The indemnities in Clause 7 follow the usual approach: after the Issuing Bank has received a demand for payment, the Agent demands payment from the relevant Borrower. The other Lenders (in Clause 7.3(b)) also give an “on demand” indemnity, to reimburse the Issuing Bank where the Obligors fail to do so, pro rata. They have a matching indemnity from the Borrowers (see paragraph (d) of Clause 7.3). A drawing made by a Borrower under the Revolving Facility in the same currency and amount as the Letter of Credit to fund its obligation to pay the Issuing Bank is regarded as a Rollover Loan.

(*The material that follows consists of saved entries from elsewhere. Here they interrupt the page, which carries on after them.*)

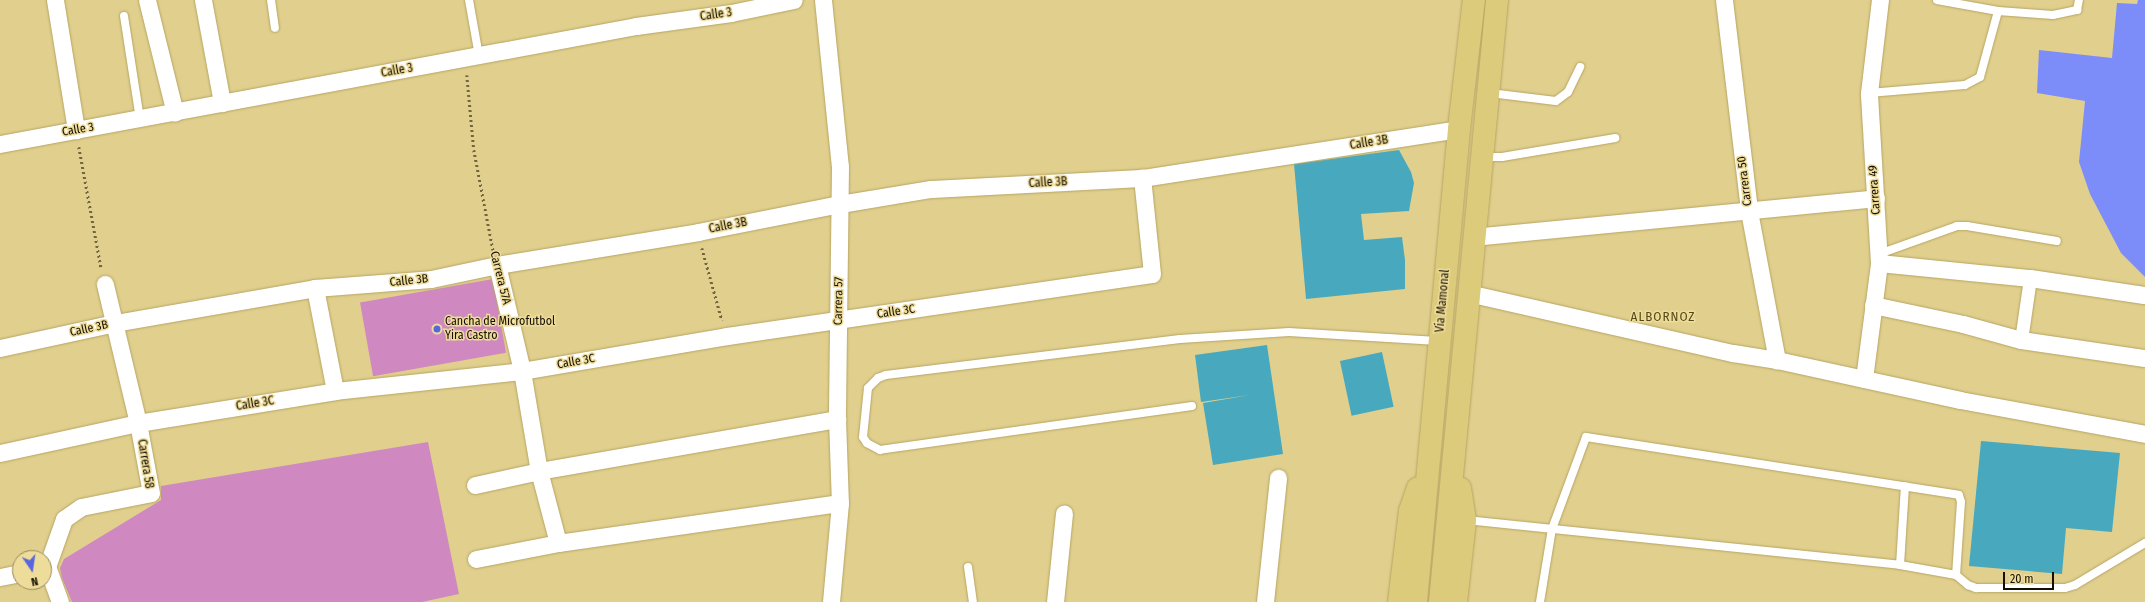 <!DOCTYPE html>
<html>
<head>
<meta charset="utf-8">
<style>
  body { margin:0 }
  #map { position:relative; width:2145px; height:602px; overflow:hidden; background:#e1cf8d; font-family:"Fira Sans Condensed",sans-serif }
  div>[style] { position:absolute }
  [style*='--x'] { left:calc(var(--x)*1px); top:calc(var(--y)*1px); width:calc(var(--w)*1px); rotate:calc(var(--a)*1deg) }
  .green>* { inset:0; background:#cf89c0; transform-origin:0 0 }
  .water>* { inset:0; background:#7c8cf8 }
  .building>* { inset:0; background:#48a9be; transform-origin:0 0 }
  .path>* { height:2.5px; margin-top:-1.25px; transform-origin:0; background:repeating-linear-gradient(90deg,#716540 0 2px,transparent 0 5px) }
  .roads { filter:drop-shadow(0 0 1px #b7a564) drop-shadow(0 0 1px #b7a564) }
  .service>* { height:8px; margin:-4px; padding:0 4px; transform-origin:4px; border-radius:4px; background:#fff }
  .pedestrian>* { height:13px; margin:-6.5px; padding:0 6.5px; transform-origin:6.5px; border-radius:6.5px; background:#fff }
  .minor>* { height:17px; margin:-8.5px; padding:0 8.5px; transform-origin:8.5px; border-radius:8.5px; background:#fff }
  .primary>* { height:22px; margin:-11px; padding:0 11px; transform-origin:11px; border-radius:11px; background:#ddcb7c }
  .dots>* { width:11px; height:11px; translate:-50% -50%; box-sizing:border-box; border:2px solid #eedc9a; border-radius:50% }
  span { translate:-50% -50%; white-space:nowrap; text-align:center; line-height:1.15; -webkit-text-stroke:3px #eedc9a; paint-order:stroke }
  .street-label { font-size:12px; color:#160f00 }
  .poi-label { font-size:12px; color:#160f00 }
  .left { translate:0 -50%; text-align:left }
  .neighbourhood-label { font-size:13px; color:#564917; letter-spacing:1px }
  .north { position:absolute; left:12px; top:550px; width:40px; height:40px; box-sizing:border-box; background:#eedc9a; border:1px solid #988a5c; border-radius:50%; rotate:167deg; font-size:11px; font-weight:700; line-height:16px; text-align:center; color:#160f00 }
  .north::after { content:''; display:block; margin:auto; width:14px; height:18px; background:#5a66dd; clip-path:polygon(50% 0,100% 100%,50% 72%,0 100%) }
  .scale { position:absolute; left:2003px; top:572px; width:51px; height:18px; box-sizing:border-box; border:2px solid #160f00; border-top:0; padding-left:5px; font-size:12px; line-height:14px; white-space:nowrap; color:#160f00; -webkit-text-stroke:3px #eedc9a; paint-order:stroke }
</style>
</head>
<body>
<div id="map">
  <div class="green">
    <i style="left:493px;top:279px;width:75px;height:135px;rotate:80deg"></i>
    <i style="clip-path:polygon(428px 442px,459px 594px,422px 602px,72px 602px,62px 578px,60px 568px,64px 559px,161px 500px,161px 486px)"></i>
  </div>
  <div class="water">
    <i style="clip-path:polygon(2138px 0,2145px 0,2145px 277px,2121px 253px,2090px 194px,2079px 162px,2085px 101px,2037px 93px,2039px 50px,2112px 58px,2117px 3px,2137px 4px)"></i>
  </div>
  <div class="building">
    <i style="clip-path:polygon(1399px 150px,1411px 172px,1414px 183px,1409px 211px,1361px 214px,1364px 240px,1402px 237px,1405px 260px,1405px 289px,1306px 299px,1294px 164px)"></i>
    <i style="clip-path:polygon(1267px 345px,1283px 454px,1213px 465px,1203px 403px,1250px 395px,1201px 402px,1195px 355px)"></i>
    <i style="left:1382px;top:352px;width:56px;height:43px;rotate:78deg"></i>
    <i style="clip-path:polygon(1981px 441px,2120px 453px,2112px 532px,2066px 528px,2062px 574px,1969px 566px)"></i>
  </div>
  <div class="path">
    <i style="--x:467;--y:75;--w:75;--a:84.7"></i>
    <i style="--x:474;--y:150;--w:102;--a:79.2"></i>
    <i style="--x:79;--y:147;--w:122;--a:79.6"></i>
    <i style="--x:702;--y:248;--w:75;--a:74.5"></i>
  </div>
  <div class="roads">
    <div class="service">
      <i style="--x:271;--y:0;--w:28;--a:82"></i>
      <i style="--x:469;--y:0;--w:57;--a:79.9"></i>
      <i style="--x:1937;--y:0;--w:62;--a:10.2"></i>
      <i style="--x:1998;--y:11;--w:55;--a:4.2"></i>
      <i style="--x:2053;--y:15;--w:25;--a:-12"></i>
      <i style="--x:2077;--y:10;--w:10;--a:-79"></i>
      <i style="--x:124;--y:16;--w:104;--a:81.2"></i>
      <i style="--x:1490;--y:93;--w:66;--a:6.9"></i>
      <i style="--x:1556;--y:101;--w:15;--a:-37"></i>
      <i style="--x:1568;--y:92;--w:28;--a:-64"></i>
      <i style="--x:1869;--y:93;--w:96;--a:-4.8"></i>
      <i style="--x:1965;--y:85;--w:17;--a:-28"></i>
      <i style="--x:1980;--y:77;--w:68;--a:-74.7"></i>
      <i style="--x:1483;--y:157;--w:19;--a:0"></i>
      <i style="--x:1502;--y:157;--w:115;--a:-9.5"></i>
      <i style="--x:1879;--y:254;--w:83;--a:-19.7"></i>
      <i style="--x:1957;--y:226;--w:10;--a:0"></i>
      <i style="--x:1967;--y:226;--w:91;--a:9.5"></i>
      <i style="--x:1192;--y:406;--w:315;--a:172"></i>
      <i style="--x:880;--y:450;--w:15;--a:-152"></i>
      <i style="--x:867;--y:443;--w:7;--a:-124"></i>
      <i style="--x:863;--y:437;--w:49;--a:-84.2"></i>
      <i style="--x:868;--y:388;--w:14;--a:-45"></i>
      <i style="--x:878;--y:378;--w:9;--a:-21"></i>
      <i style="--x:886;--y:375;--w:296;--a:-7"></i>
      <i style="--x:1180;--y:339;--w:109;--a:-3.7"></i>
      <i style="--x:1289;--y:332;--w:149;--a:3.5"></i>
      <i style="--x:1466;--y:520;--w:436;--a:5.9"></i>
      <i style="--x:1900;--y:565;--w:57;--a:10.1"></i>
      <i style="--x:1956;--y:575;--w:16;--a:40"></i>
      <i style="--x:1968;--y:585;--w:9;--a:21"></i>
      <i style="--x:1976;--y:588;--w:89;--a:0"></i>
      <i style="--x:2065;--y:588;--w:10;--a:-17"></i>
      <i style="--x:2075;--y:585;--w:82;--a:-31"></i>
      <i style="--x:1900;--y:565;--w:79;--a:-86.4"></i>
      <i style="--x:968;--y:567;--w:35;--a:82"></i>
      <i style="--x:1540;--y:602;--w:74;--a:-80.7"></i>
      <i style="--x:1552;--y:529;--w:98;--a:-69.7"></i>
      <i style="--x:1586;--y:437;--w:377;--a:8.8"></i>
      <i style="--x:1959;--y:495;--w:7;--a:74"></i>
      <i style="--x:1961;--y:502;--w:73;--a:93.9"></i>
    </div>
    <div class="pedestrian">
      <i style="--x:2021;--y:340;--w:63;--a:-81.7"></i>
    </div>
    <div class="minor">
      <i style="--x:55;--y:0;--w:132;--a:80.8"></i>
      <i style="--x:147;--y:0;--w:116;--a:76.1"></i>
      <i style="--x:203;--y:0;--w:105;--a:79.5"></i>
      <i style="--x:823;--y:0;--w:167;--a:84.2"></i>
      <i style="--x:840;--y:166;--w:253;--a:90.7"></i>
      <i style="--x:837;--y:419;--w:84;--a:88"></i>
      <i style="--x:840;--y:503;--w:99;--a:95.2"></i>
      <i style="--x:1724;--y:0;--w:212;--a:83.2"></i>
      <i style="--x:1749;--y:211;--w:152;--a:79.4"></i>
      <i style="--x:0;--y:144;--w:647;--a:-10.51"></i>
      <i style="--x:636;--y:26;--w:96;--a:-7.8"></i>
      <i style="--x:731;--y:13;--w:64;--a:-11.7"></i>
      <i style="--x:1473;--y:237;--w:405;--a:-5.5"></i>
      <i style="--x:1879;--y:263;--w:152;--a:5.7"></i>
      <i style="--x:2030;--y:278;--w:115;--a:8.5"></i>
      <i style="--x:497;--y:265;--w:109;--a:76.7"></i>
      <i style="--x:522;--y:371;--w:101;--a:80.4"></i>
      <i style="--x:539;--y:471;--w:74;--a:75.2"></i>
      <i style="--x:315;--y:288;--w:105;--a:79"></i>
      <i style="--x:1468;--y:293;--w:272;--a:12.8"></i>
      <i style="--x:1733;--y:353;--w:45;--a:9"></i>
      <i style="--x:1777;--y:360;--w:187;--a:12.3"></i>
      <i style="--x:1960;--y:400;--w:188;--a:10.4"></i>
      <i style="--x:1873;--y:305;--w:92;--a:11.9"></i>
      <i style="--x:1963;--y:324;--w:60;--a:15.4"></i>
      <i style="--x:2021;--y:340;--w:125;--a:8.3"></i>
      <i style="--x:0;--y:348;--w:118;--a:-12.3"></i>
      <i style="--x:115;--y:323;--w:203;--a:-9.9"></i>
      <i style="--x:315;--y:288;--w:116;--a:-4.4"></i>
      <i style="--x:431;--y:279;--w:67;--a:-12"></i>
      <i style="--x:497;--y:265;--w:204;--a:-9.3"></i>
      <i style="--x:698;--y:232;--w:145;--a:-11.2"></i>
      <i style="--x:840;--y:204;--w:92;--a:-9.4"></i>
      <i style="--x:931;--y:189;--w:211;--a:-3"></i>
      <i style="--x:1142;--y:178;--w:321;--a:-8.8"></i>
      <i style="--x:1864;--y:379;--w:117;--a:-82.6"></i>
      <i style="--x:1879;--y:263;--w:170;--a:-93.4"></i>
      <i style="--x:1869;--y:93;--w:94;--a:-83.3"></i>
      <i style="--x:0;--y:453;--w:141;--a:-12.3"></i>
      <i style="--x:138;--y:423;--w:200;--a:-9.2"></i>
      <i style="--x:335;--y:391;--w:188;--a:-6.1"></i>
      <i style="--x:522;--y:371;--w:208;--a:-9.7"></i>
      <i style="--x:727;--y:336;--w:429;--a:-8.3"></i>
      <i style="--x:1152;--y:274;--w:97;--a:-95.9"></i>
      <i style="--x:475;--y:485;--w:66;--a:-12.3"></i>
      <i style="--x:539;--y:471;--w:303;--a:-9.9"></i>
      <i style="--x:476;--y:559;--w:84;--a:-11"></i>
      <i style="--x:558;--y:543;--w:285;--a:-8.1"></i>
      <i style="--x:0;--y:577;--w:20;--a:-11"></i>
      <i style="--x:60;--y:602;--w:37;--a:-110"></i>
      <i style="--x:47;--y:567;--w:51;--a:-70.5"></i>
      <i style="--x:64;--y:519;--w:21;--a:-35"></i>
      <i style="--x:81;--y:507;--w:71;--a:-11.3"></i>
      <i style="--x:151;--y:493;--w:71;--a:-100.5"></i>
      <i style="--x:138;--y:423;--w:143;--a:-103.4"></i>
      <i style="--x:1055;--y:602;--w:89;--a:-84.2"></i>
      <i style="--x:1265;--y:602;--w:125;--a:-84"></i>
    </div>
    <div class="primary">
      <i style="--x:1399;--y:602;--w:92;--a:-83.1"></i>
      <i style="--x:1410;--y:511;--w:24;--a:-71"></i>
      <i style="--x:1416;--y:602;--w:475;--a:-84.8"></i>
      <i style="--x:1459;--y:129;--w:130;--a:-83.4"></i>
      <i style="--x:1440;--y:602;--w:605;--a:-84.59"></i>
      <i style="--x:1456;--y:602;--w:82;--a:-83.7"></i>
      <i style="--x:1465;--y:520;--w:32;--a:-99"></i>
    </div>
  </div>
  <div class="dots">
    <i style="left:437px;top:329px;background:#5a66dd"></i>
  </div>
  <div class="street-label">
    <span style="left:716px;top:15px;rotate:-8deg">Calle 3</span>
    <span style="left:397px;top:71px;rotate:-10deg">Calle 3</span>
    <span style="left:78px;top:130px;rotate:-10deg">Calle 3</span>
    <span style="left:1369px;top:143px;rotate:-9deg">Calle 3B</span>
    <span style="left:1745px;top:181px;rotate:-97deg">Carrera 50</span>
    <span style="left:1048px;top:183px;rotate:-3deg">Calle 3B</span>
    <span style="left:1875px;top:190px;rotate:-94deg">Carrera 49</span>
    <span style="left:728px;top:226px;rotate:-11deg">Calle 3B</span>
    <span style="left:500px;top:278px;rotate:76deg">Carrera 57A</span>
    <span style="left:409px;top:281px;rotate:-6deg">Calle 3B</span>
    <span style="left:839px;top:301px;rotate:-89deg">Carrera 57</span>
    <span style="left:1443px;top:301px;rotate:-85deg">Vía Mamonal</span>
    <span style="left:896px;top:312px;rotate:-8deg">Calle 3C</span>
    <span style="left:89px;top:329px;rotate:-12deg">Calle 3B</span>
    <span style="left:576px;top:362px;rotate:-10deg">Calle 3C</span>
    <span style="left:255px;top:404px;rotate:-9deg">Calle 3C</span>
    <span style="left:145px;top:464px;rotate:81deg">Carrera 58</span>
  </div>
  <div class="poi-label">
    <span class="left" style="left:445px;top:329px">Cancha de Microfutbol<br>Yira Castro</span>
  </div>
  <div class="neighbourhood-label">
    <span style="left:1663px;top:317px">ALBORNOZ</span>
  </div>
  <div class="north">N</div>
  <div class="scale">20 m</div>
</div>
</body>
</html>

The Agreement contemplates payment by the Borrowers of a fronting fee (typically 0.125% of the Letter of Credit amount) to the Issuing Bank(s) and a letter of credit fee being payable on outstanding Letters of Credit to all the Lenders; the letter of credit fee usually accrues at the same rate as the Revolving Facility Margin (see Clause 17.5 (Fees payable in respect of Letters of Credit)).
Note that the Issuing Bank’s consent is required for all Lender transfers involving the Revolving Facility (see further paragraph (b) of Clause 29.2 (Conditions of assignment and transfer)).